The new species of pangolin was named Smutsia olteniensis and shares several unique traits with other living members of the genus Smutsia, which are currently found only in Africa.

The new pangolin fossil is between about 1.9 to 2.2 million years old, placing it within the range of the Pleistocene Epoch, which ran from roughly 2.6 million years ago to about 11,700 years ago. The identification of this fossil as a pangolin is significant because previous research suggested that pangolins disappeared from the European paleontological record during the middle-Miocene, closer to 10 million years ago. Previous work hypothesized that pangolins were pushed toward more tropical and sub-tropical equatorial environments due to global cooling trends.
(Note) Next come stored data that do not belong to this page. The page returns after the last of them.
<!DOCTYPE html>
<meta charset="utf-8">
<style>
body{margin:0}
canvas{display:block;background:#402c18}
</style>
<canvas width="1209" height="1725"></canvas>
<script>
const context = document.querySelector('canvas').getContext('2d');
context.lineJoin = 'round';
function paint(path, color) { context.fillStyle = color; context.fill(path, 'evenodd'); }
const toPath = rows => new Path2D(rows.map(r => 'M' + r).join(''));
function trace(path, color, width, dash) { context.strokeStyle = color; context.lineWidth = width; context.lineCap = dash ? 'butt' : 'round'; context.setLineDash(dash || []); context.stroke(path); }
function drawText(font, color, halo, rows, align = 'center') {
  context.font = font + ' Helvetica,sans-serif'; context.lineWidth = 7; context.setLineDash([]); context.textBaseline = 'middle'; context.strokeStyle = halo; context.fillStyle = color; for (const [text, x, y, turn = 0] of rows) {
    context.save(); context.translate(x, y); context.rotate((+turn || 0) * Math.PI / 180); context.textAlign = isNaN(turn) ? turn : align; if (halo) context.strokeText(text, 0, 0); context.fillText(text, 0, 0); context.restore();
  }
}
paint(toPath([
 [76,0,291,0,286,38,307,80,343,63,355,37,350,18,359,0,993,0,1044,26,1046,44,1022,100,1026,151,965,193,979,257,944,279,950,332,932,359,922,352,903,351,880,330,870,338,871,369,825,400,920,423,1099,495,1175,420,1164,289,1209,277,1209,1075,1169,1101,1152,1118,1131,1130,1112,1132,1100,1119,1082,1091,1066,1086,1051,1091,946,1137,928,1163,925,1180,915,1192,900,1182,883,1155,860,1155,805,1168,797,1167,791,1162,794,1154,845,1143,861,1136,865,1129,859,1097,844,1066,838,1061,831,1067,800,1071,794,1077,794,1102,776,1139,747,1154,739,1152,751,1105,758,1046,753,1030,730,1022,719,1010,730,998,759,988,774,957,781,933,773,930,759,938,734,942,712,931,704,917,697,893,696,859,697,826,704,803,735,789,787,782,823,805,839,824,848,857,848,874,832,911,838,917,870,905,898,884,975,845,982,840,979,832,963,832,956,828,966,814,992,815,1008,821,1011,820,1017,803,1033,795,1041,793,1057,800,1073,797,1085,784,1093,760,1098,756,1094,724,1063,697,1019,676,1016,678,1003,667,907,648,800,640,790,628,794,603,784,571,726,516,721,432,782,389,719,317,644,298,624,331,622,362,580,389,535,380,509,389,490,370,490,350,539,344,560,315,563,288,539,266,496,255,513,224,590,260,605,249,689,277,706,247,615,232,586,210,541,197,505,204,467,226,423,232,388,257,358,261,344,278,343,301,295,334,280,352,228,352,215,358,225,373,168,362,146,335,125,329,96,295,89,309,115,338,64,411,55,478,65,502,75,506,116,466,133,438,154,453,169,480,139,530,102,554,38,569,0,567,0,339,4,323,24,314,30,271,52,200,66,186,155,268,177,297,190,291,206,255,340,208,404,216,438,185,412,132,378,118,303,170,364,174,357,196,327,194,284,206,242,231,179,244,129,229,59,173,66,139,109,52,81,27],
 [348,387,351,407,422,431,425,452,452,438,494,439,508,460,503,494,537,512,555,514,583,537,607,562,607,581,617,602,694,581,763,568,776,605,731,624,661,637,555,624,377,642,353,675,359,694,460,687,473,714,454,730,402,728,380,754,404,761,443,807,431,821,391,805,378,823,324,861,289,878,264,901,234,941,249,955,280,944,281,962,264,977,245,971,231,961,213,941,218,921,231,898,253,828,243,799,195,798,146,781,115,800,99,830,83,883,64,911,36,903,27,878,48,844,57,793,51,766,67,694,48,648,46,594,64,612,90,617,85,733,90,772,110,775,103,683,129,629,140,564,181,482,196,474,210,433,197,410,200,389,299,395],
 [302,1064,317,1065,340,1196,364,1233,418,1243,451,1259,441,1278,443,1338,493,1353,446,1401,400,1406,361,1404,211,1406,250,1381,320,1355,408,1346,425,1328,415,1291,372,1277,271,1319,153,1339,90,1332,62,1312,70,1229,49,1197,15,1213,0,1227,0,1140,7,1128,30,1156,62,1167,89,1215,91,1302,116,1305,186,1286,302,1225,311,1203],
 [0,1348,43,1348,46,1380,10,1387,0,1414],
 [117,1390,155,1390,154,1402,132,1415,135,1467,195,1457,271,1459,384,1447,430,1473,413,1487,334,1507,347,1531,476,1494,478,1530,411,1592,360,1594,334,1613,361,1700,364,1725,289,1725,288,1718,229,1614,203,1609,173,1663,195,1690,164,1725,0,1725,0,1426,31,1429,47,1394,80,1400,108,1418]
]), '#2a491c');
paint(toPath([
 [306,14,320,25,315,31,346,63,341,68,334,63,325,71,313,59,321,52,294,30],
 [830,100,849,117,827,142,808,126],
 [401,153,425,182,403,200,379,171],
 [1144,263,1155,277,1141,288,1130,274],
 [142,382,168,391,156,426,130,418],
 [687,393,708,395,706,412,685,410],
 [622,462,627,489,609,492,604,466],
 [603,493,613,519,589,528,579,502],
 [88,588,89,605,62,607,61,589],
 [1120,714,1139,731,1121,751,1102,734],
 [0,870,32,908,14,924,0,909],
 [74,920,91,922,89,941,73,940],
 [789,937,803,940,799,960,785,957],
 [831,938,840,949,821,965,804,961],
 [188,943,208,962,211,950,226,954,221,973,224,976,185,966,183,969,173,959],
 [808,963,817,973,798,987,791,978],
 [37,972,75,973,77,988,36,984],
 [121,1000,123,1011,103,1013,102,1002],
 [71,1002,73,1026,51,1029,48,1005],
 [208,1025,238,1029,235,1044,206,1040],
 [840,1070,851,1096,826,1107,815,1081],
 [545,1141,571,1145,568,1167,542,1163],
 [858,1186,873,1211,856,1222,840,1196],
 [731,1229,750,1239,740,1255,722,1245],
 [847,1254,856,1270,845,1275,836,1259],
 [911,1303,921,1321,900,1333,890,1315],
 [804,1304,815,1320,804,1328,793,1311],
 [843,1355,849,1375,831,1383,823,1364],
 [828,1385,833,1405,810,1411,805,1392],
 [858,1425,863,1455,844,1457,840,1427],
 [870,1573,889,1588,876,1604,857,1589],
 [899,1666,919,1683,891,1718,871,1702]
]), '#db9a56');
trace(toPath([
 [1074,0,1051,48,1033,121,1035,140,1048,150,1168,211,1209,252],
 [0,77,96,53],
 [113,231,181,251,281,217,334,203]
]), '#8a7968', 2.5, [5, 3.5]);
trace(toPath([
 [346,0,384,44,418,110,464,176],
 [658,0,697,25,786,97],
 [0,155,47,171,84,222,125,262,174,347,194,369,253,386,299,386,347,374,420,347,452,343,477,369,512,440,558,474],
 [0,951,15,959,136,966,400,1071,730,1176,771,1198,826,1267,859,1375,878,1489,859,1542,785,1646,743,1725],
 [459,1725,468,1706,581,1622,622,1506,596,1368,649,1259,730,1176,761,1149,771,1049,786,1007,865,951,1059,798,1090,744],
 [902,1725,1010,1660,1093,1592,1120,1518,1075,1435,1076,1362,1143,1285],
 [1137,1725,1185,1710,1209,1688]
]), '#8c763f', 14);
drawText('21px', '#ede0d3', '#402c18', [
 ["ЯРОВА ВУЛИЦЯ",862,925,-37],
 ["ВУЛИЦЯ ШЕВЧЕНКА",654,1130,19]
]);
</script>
These sites, initially discovered because of landslides during the 1960s, have produced fossils from a wide variety of animal species, including a large terrestrial monkey, short-necked giraffe, rhinos and saber-toothed cats, in addition to the new pangolin species.

Terhune’s collaborators were Sabrina Curran at Ohio University, Timothy Gaudin the University of Tennessee at Chattanooga, and Alexandru Petculescu at Emil Racoviţă Institute of Speleology in Bucharest.

Modern pangolins now live in Asia and Africa, the species attracting worldwide attention due to the hypothesis that it may be the missing link to explain the transmission of SARS-CoV-2 coronavirus from bats to humans. They are also among the most poached animals in the world due to the demand for their scales for traditional Chinese medicine.